Again, presenting yourself as a scientist to intimidate others on the forum?


Stop imagining things. I didn't mention anything related to my science background in my post, I was simply appealing to human decency in a poster (if any of that really remains).


Well you may or may not be a scientist or a doctor, but you should jolly well know that eugenics is part of the de-population


What does it have to do with the topic of the thread? Start another thread on depopulation. This one is about a vile person and a platform that he represents, the name is Akin and the platform is the GOP.


The plain fact of the matter is that Holdren is a diabolical person who thinks nothing of taking away the reproductive rights of an entire country through mass medication.

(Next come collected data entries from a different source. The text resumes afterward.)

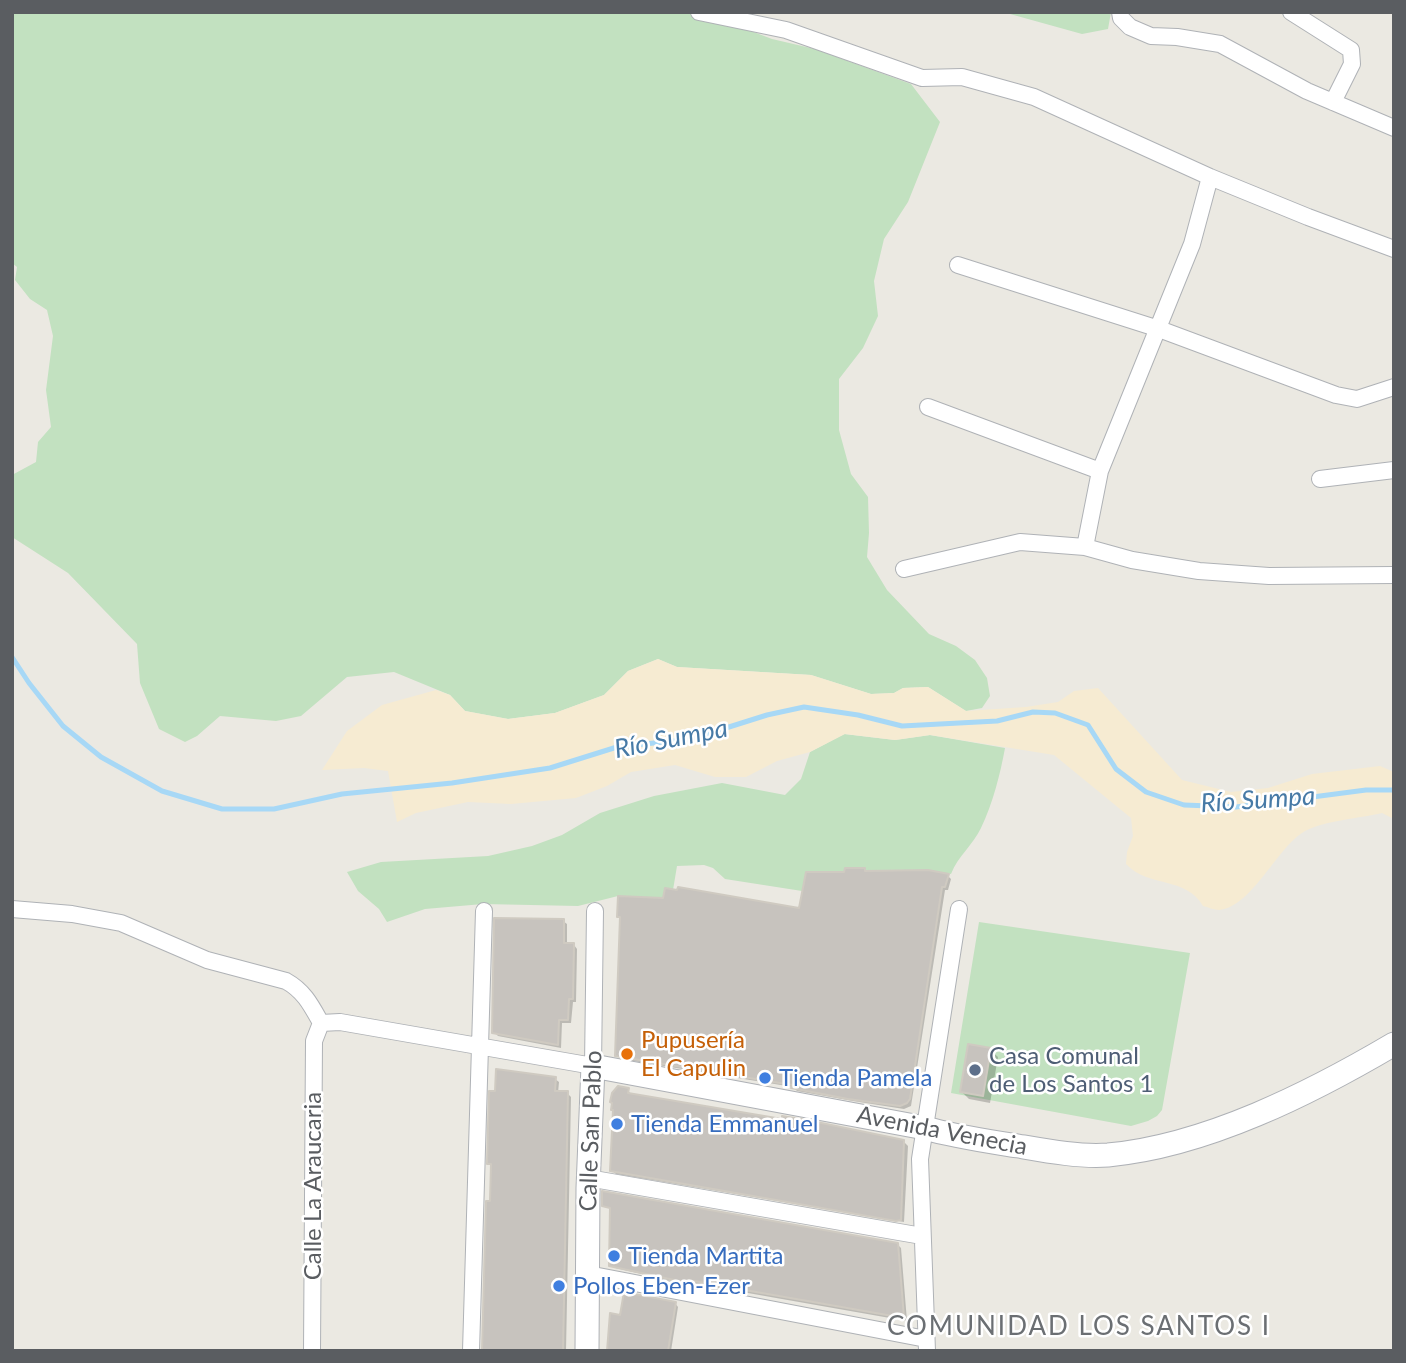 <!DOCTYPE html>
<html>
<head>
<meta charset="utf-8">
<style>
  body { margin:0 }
  #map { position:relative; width:1406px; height:1363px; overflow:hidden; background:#ebe9e2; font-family:Lato,sans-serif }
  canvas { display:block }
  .frame { position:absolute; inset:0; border:14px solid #5a5d61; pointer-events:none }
</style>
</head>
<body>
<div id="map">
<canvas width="1406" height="1363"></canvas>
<div class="frame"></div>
</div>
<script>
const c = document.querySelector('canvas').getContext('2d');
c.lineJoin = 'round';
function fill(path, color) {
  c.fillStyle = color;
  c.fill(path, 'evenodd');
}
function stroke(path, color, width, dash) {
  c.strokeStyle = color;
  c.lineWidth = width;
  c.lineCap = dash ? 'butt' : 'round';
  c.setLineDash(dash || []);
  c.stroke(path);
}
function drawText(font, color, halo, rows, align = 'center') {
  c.font = font + ' Lato,sans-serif';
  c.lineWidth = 5;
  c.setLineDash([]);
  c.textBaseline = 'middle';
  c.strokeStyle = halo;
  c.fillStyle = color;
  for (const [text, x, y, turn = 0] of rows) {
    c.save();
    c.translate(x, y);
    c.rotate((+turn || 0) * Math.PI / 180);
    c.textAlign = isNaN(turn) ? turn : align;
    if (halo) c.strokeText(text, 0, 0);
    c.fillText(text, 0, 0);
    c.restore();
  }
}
fill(new Path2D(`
  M12,12H733L751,31L772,39L815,49L911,84L940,122L908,202L884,239L874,281L878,316L863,348L839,379V430L851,474L868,497L869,533L867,557L887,590L929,634L956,646L975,660L987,678L990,696L982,708L966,711L928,687L903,688L894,693L871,694L811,675L677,667L658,659L628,671L604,695L555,713L508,719L465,711L450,695L394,672L347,677L301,716L276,721L220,716L197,736L185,742L159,729L140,683L137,644L68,573L12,537V475L36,462L38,442L51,427L46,390L53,336L47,310L30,299L15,280L17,267L12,263Z
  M987,12H1111L1108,29L1082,34L1010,14Z
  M844,734L895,740L930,735L1005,748C1000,775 993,803 981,828C973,845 958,856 951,874L928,870L865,871L864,868H846L844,872H806L802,891L725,879L713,868L704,865L677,866L673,890L663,898L618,896L578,906L483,904L425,909L387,922L379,909L358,891L347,872L381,862L488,856L532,846L562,835L600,813L654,796L722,783L785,795L801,779L810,752Z
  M979,922L1190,953L1162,1110L1157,1116L1148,1121L1131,1126L951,1093Z`), '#c2e1c0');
fill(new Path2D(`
  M658,659L677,667L811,675L871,694L894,693L903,688L928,687L966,711L1026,707L1058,702L1074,691L1098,688L1182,780L1231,792L1268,788L1312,774L1380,766L1394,772V819L1382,813C1361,818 1325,821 1307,830C1278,844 1253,907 1219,910C1214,910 1208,907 1203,906C1186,876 1148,888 1126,864L1127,852L1133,836L1131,818L1054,755L930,735L895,740L845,734L810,752L777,761L746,777H715L675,765L631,772L607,786L576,798L511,804L468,802L416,813L397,822L388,771L364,768L322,770L347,731L382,705L436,690L450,695L465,711L508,719L555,713L604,695L628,671Z`), '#f6ebd2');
fill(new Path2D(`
  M864,869L868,873L948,876L951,879L948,890H945L911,1106L904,1109L853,1101L797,1091L793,1087L621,1059L617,1055L846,874Z
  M563,921L567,924V945H574L577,949L576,1002H573L571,1023H562L561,1048L498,1036L494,1032Z
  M990,1050L998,1057L990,1103L969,1099L962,1092Z
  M555,1079L559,1082L558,1093H567L571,1097L566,1351H482L492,1203L493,1167L489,1163Z
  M628,1089L631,1096L904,1142L908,1146L904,1222L616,1174L612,1171Z
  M604,1205L897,1244L901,1248L907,1321L691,1283L690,1285L615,1268L611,1265L612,1210Z
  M675,1303L678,1307L671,1351H608L622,1317Z`), '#0003');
stroke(new Path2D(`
  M12,657L29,683L63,726L101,757L162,791L222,809H274L342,794L452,783L550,768L617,747L691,739L767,715L804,707L858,715L902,726L997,721L1033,712L1055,713L1088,725L1116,769L1146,792L1184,805L1236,807L1366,790H1394`), '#a7d8f6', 5);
const building = new Path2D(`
  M845,868H865V871L928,870L949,874L945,887H942L910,1099L907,1103L900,1106L848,1099L791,1088L792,1085L615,1056L620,917H617L618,896L663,898L665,888L677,890L678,887L799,908L806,872H844Z
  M494,918L564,919V943H574L573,999H569L568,1020H559L558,1045L492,1033Z
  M968,1044L991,1048L983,1096L960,1092Z
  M496,1069L556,1077L555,1091H568L563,1351H482L486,1201H490L491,1164H487L489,1091H495Z
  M618,1086L629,1088L628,1093L782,1119V1116L807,1120L904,1140L901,1220L896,1221L610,1171L613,1110H611L612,1103L610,1102L612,1093Z
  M602,1191L898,1243L904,1318L688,1280L687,1282L679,1281L609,1266L610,1208L602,1206Z
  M624,1292L676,1302L668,1351H607L610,1313L620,1315Z`);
fill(building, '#c7c3be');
stroke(building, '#cfcac1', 2);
const street = new Path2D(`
  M699,12L786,30L922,78L962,77L1034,97L1210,177L1308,217L1394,249
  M1120,12L1121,18L1130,27L1151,36L1177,37L1220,44L1307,91L1394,128
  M1291,12L1351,50L1352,64L1333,102
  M958,265L1159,329L1336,395L1357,399L1394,387
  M928,407L1100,471
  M1320,479L1394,470
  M1085,547L1100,471L1192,244L1210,177
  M904,569L1020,542L1085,547L1132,560L1199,571L1269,576L1394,575
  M12,909L72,914L121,923L207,960L286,981C304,991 311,1005 321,1023L340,1022L593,1066L595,911
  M588,1178L922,1236
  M588,1274L926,1339
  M312,1351L314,1041L321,1023
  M471,1351L484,911
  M927,1351L920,1159L959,909`);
const secondary = new Path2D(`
  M587,1351L588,1188L593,1066L925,1128C956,1137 987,1141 1018,1146C1047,1151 1079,1157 1108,1155C1206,1146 1311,1093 1394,1044`);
stroke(street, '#afb2b6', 18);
stroke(secondary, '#aeb1b6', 25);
stroke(street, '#fff', 16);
stroke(secondary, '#fff', 23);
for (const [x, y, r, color] of [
  [627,1054,7,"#e8710a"],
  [975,1070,7,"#5c6f8a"],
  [765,1078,7,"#3f7fe0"],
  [617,1124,7,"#3f7fe0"],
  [614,1256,7,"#3f7fe0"],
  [559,1286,7,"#3f7fe0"]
]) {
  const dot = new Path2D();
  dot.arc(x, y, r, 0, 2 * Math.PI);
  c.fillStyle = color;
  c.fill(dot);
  stroke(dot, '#fff', 2.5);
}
drawText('24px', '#c56008', '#fff', [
  ["Pupusería",641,1040],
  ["El Capulin",641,1068]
], 'left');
drawText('24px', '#4e5e75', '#fff', [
  ["Casa Comunal",989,1056],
  ["de Los Santos 1",989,1084]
], 'left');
drawText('24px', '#366cbe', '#fff', [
  ["Tienda Pamela",779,1078],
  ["Tienda Emmanuel",631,1124],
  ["Tienda Martita",628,1256],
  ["Pollos Eben-Ezer",573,1286]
], 'left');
drawText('24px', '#5a5d61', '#fff', [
  ["Calle San Pablo",591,1131,-88],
  ["Avenida Venecia",942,1131,11],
  ["Calle La Araucaria",313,1186,-90]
]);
drawText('italic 26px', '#477aa6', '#fff', [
  ["Río Sumpa",671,739,-11],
  ["Río Sumpa",1258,800,-4]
]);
c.letterSpacing = '2px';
drawText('26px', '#6b6f73', '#fff', [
  ["COMUNIDAD LOS SANTOS I",1079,1327]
]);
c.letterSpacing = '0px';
</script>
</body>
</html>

This is a false statement. The book that Holdren penned is a large tome on a variety of topics. One of the those is the issue of optimal size of the population. Never does he say anything in the book that indicates that he "is a diabolical person who thinks nothing of taking away the reproductive rights". I read the book. Did you? Or did you not?




The point is that Holdren thinks nothing of taking away the reproductive rights of all men and women in this country for his sick ideas about global warming and over population.


You keep repeating the same lie. Holdren does not "think nothing" and he's not plotting to sterilize the Galaxy.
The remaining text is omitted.